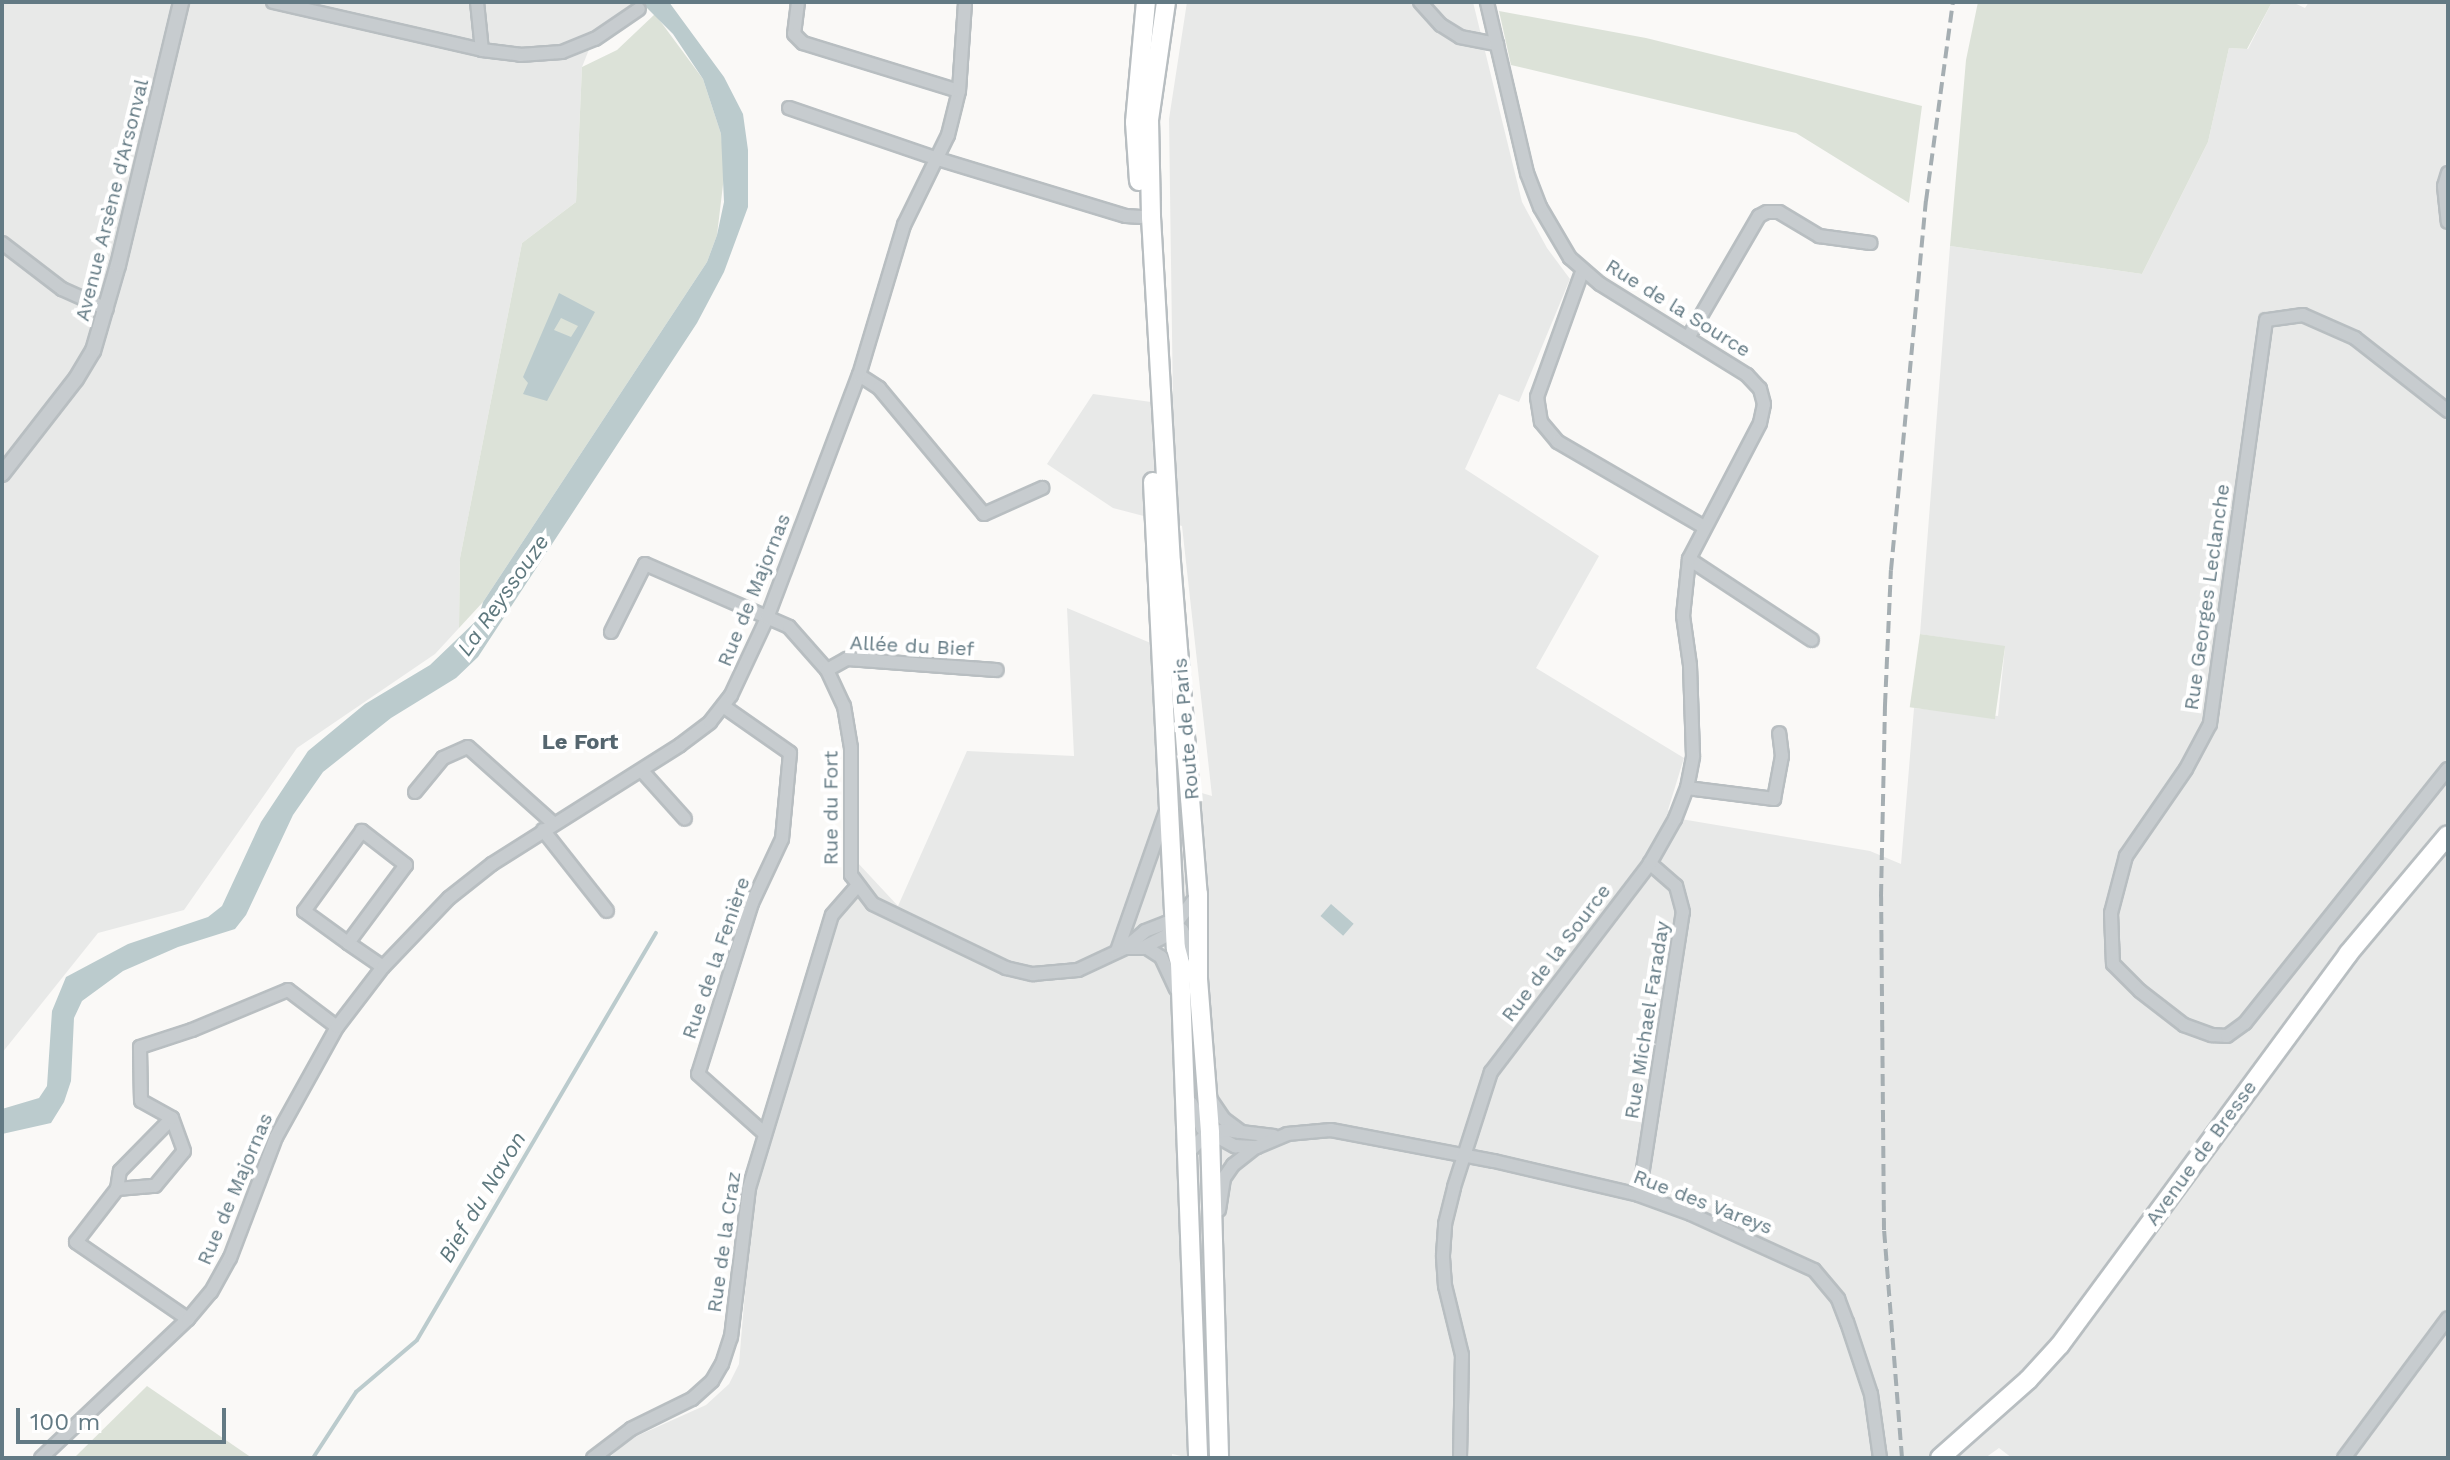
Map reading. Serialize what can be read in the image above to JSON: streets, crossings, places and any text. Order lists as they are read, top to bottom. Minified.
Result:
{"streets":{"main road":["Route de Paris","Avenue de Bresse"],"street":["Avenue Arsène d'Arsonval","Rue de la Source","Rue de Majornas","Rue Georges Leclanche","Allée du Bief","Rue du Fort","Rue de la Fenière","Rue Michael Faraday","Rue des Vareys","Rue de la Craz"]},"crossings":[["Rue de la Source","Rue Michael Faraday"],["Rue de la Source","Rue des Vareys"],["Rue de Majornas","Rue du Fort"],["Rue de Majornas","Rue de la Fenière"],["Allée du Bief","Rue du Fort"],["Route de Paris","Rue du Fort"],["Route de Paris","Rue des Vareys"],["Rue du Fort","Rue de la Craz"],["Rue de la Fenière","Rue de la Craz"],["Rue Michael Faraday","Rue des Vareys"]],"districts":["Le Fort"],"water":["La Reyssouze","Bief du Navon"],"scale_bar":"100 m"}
---
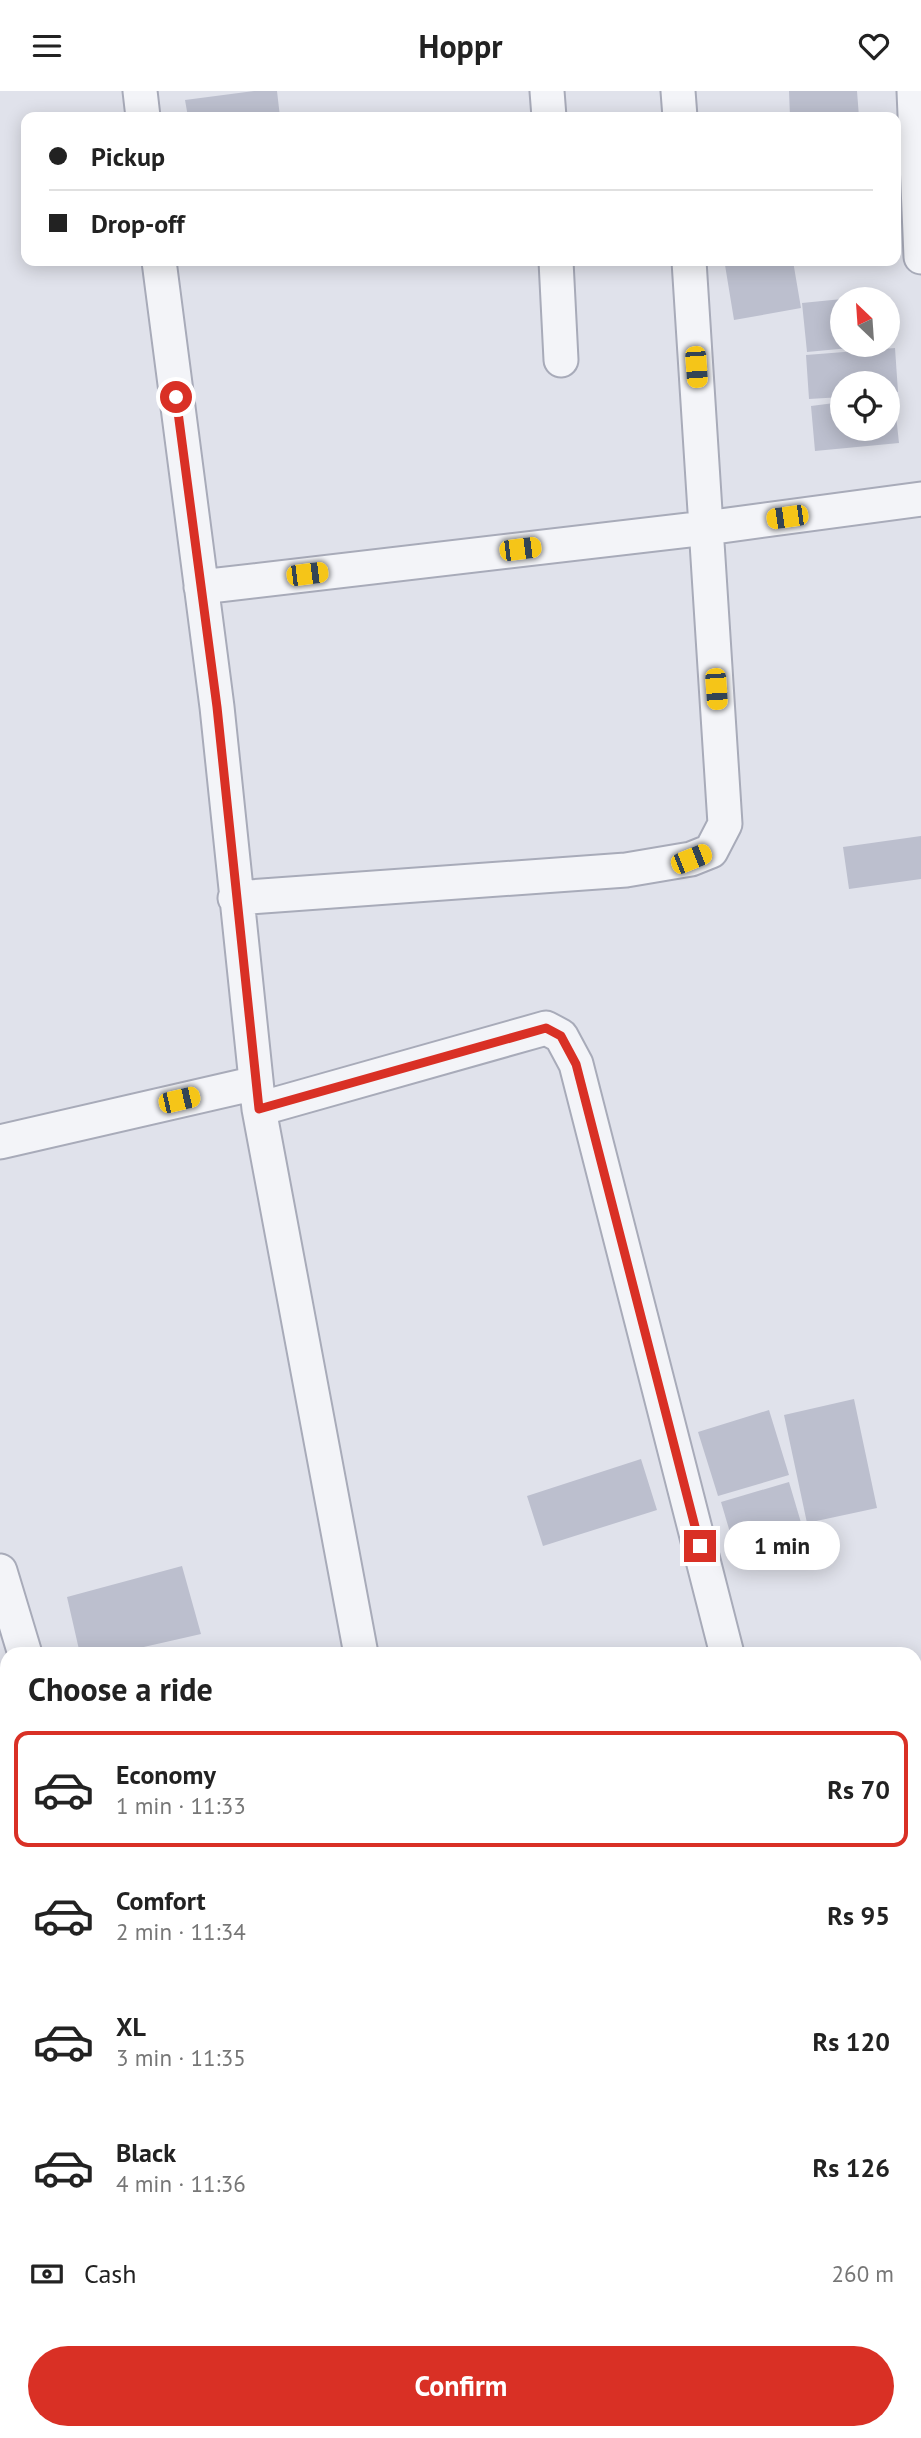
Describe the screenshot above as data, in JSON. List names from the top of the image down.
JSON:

> Instructions to follow
Scan the listing for the word "JSON". Copy every line in which it appears.

> Response
Map reading. Serialize what can be read in the image above to JSON: streets, crossings, places and any text. Order lists as they are read, top to bottom. Minified.
Describe the screenshot above as data, in JSON. List names from the top of the image down.
JSON:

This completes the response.